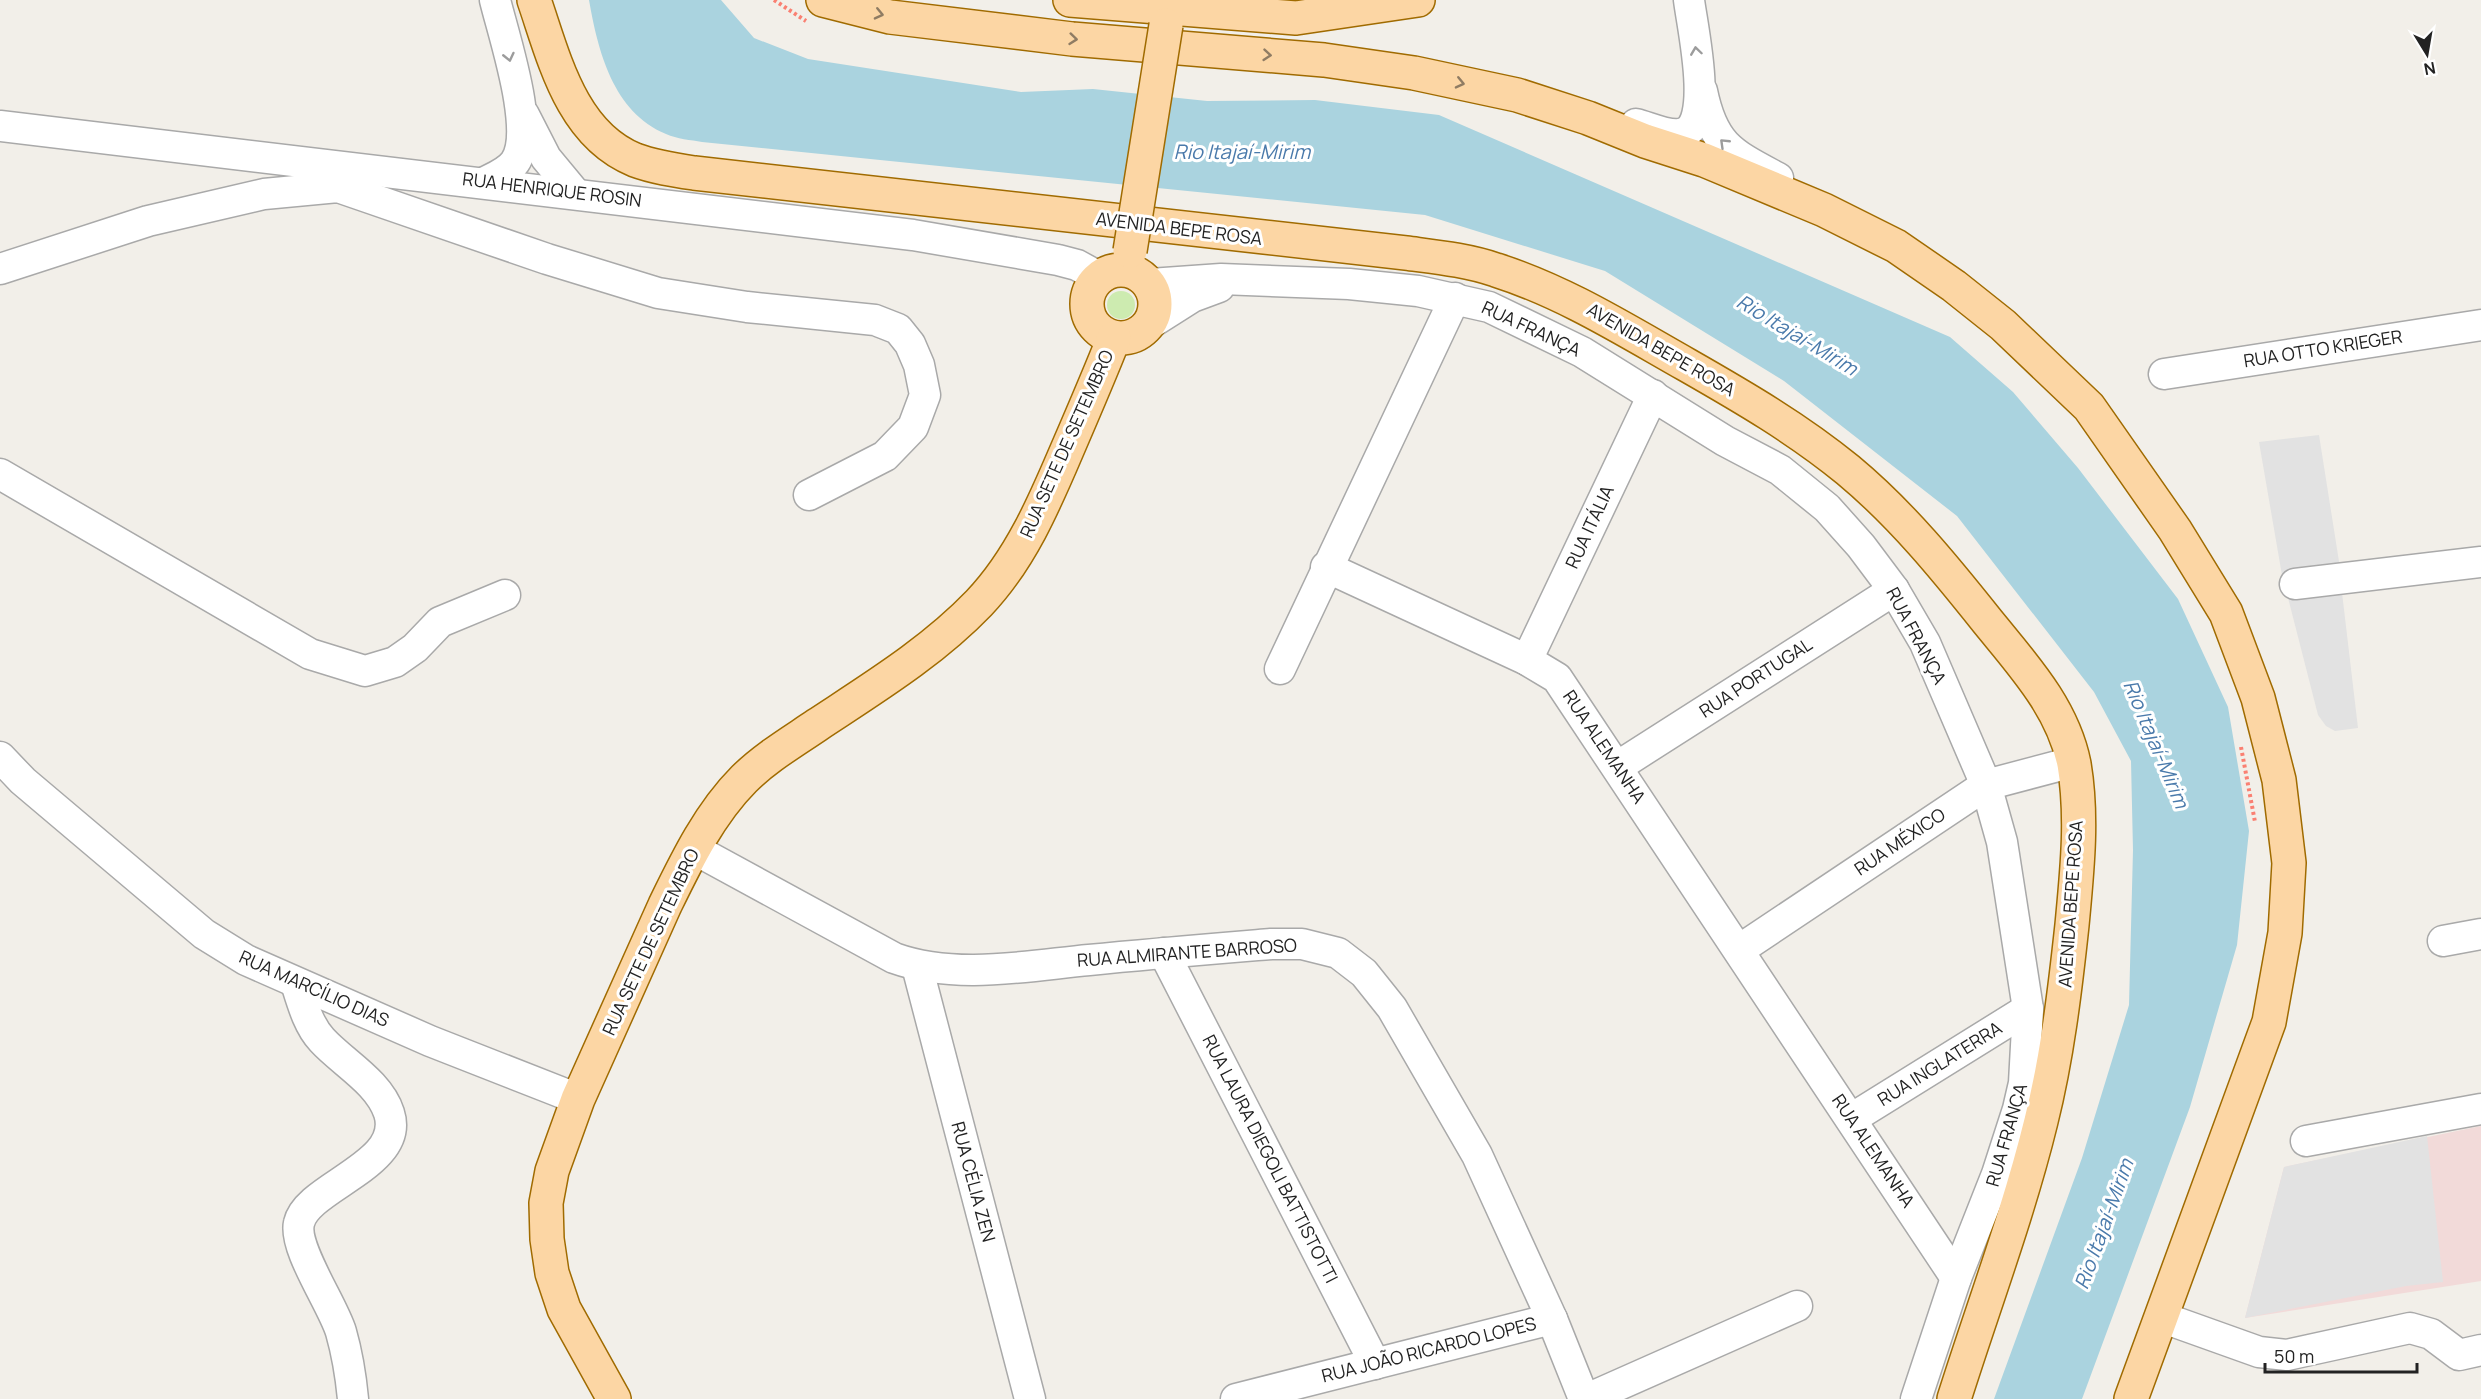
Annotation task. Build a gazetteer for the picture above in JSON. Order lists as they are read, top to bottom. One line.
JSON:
{"streets":{"main road":["AVENIDA BEPE ROSA","RUA SETE DE SETEMBRO"],"street":["RUA HENRIQUE ROSIN","RUA FRANÇA","RUA OTTO KRIEGER","RUA ITÁLIA","RUA PORTUGAL","RUA ALEMANHA","RUA MÉXICO","RUA ALMIRANTE BARROSO","RUA MARCÍLIO DIAS","RUA INGLATERRA","RUA LAURA DIEGOLI BATTISTOTTI","RUA CÉLIA ZEN","RUA JOÃO RICARDO LOPES"]},"crossings":[["RUA HENRIQUE ROSIN","RUA FRANÇA"],["RUA HENRIQUE ROSIN","RUA SETE DE SETEMBRO"],["AVENIDA BEPE ROSA","RUA MÉXICO"],["RUA FRANÇA","RUA SETE DE SETEMBRO"],["RUA FRANÇA","RUA ITÁLIA"],["RUA FRANÇA","RUA PORTUGAL"],["RUA FRANÇA","RUA ALEMANHA"],["RUA FRANÇA","RUA MÉXICO"],["RUA FRANÇA","RUA INGLATERRA"],["RUA SETE DE SETEMBRO","RUA ALMIRANTE BARROSO"],["RUA SETE DE SETEMBRO","RUA MARCÍLIO DIAS"],["RUA ITÁLIA","RUA ALEMANHA"],["RUA PORTUGAL","RUA ALEMANHA"],["RUA ALEMANHA","RUA MÉXICO"],["RUA ALEMANHA","RUA INGLATERRA"],["RUA ALMIRANTE BARROSO","RUA LAURA DIEGOLI BATTISTOTTI"],["RUA ALMIRANTE BARROSO","RUA CÉLIA ZEN"],["RUA ALMIRANTE BARROSO","RUA JOÃO RICARDO LOPES"],["RUA LAURA DIEGOLI BATTISTOTTI","RUA JOÃO RICARDO LOPES"]],"water":["Rio Itajaí-Mirim"],"scale_bar":"50 m","north":"bottom"}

☆ ☆ ☆ ☆ ☆

• Description of the task
Looking at the material above, count the lines containing the string "JSON" and reply with the count alone.

• Result
2